▸ **EXERCISE**
After locating the line with "Annotation task. Dump", reproduce it and all following lines of the listing below exactly, stopping only at the final line.

▸ **DATA FOR REVIEW**

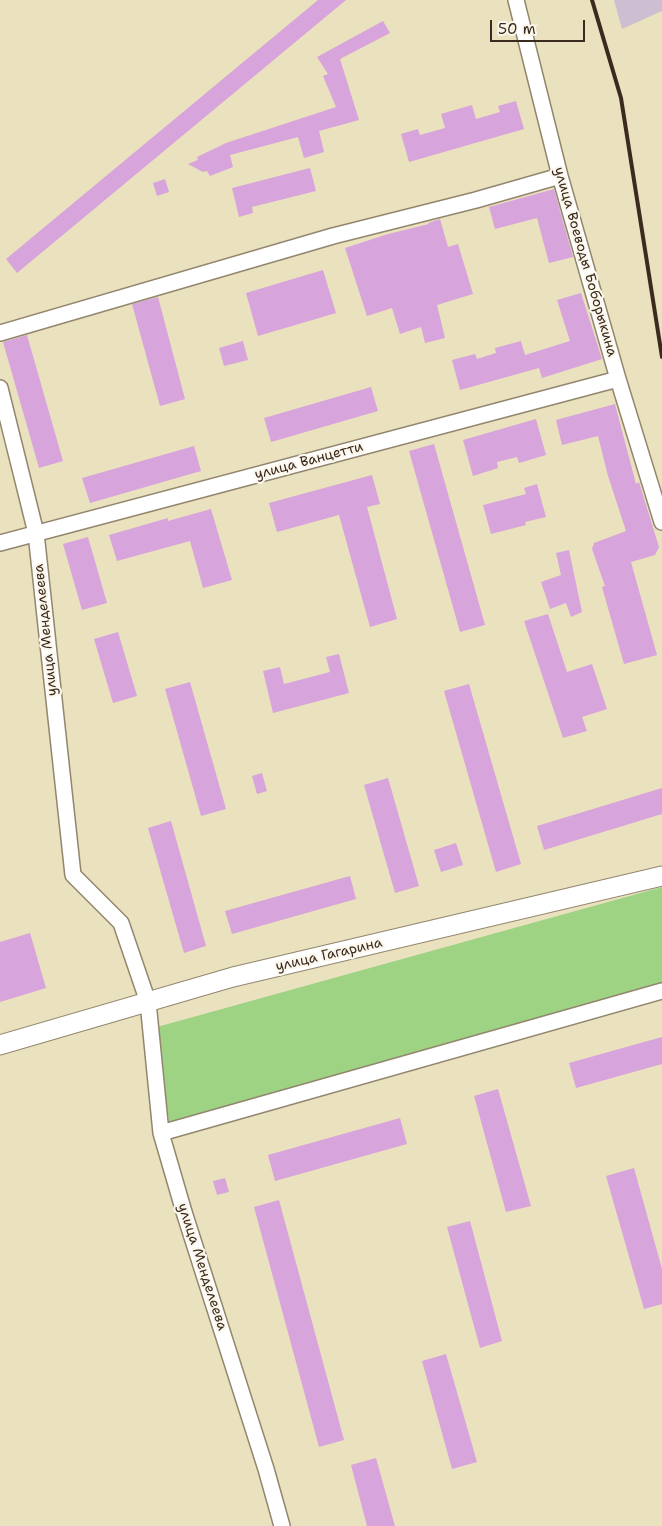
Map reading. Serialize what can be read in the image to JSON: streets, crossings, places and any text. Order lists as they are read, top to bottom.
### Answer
{
  "streets": {
    "street": [
      "улица Воеводы Боборыкина",
      "улица Ванцетти",
      "улица Менделеева",
      "улица Гагарина"
    ]
  },
  "crossings": [
    ["улица Воеводы Боборыкина", "улица Ванцетти"],
    ["улица Ванцетти", "улица Менделеева"],
    ["улица Менделеева", "улица Гагарина"]
  ],
  "scale_bar": "50 m"
}
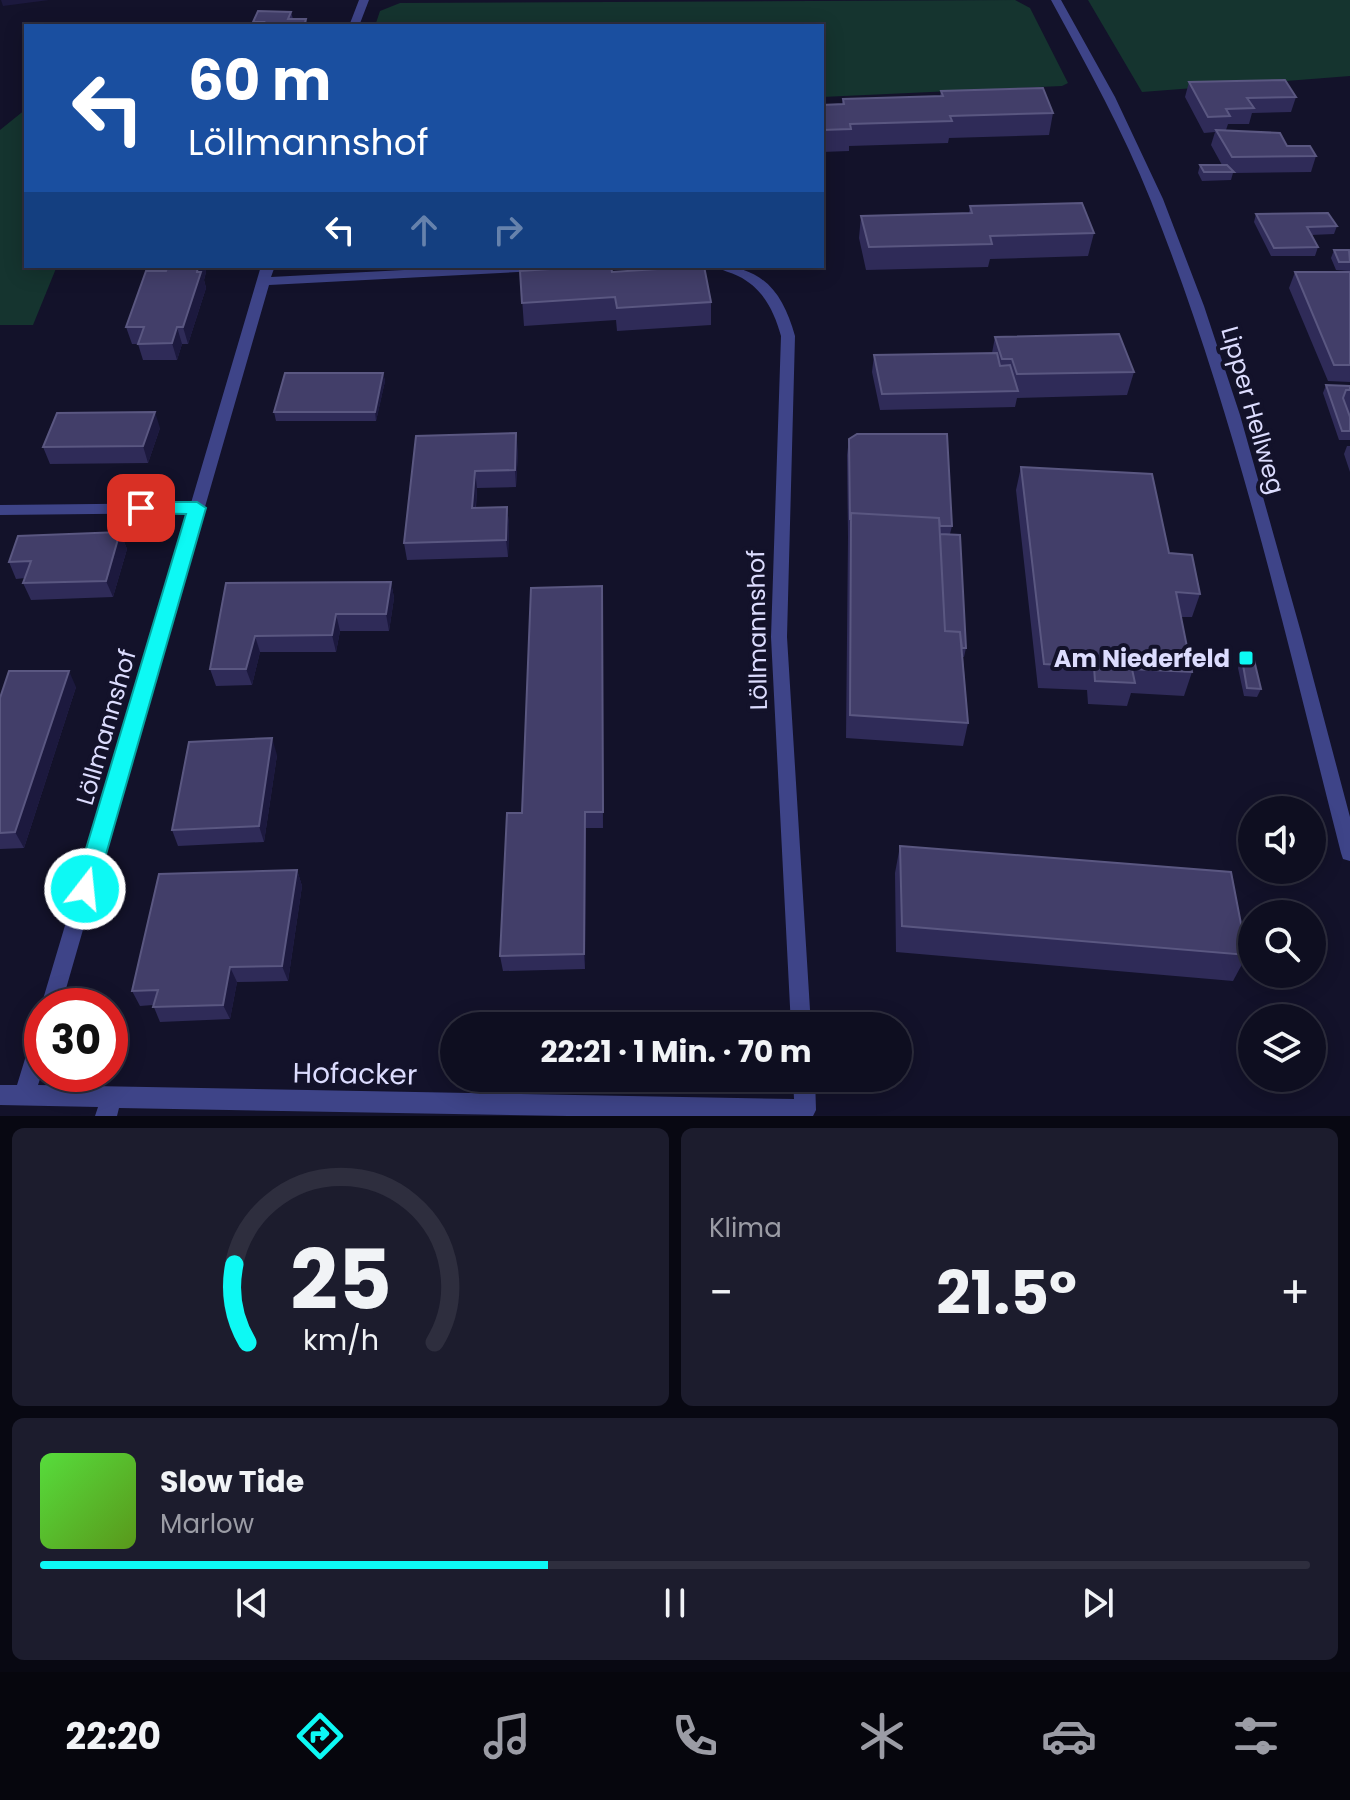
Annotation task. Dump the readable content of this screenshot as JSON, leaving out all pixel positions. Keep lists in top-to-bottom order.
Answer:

▸ **ANSWER**
Annotation task. Dump the readable content of this screenshot as JSON, leaving out all pixel positions. Keep lists in top-to-bottom order.
Answer:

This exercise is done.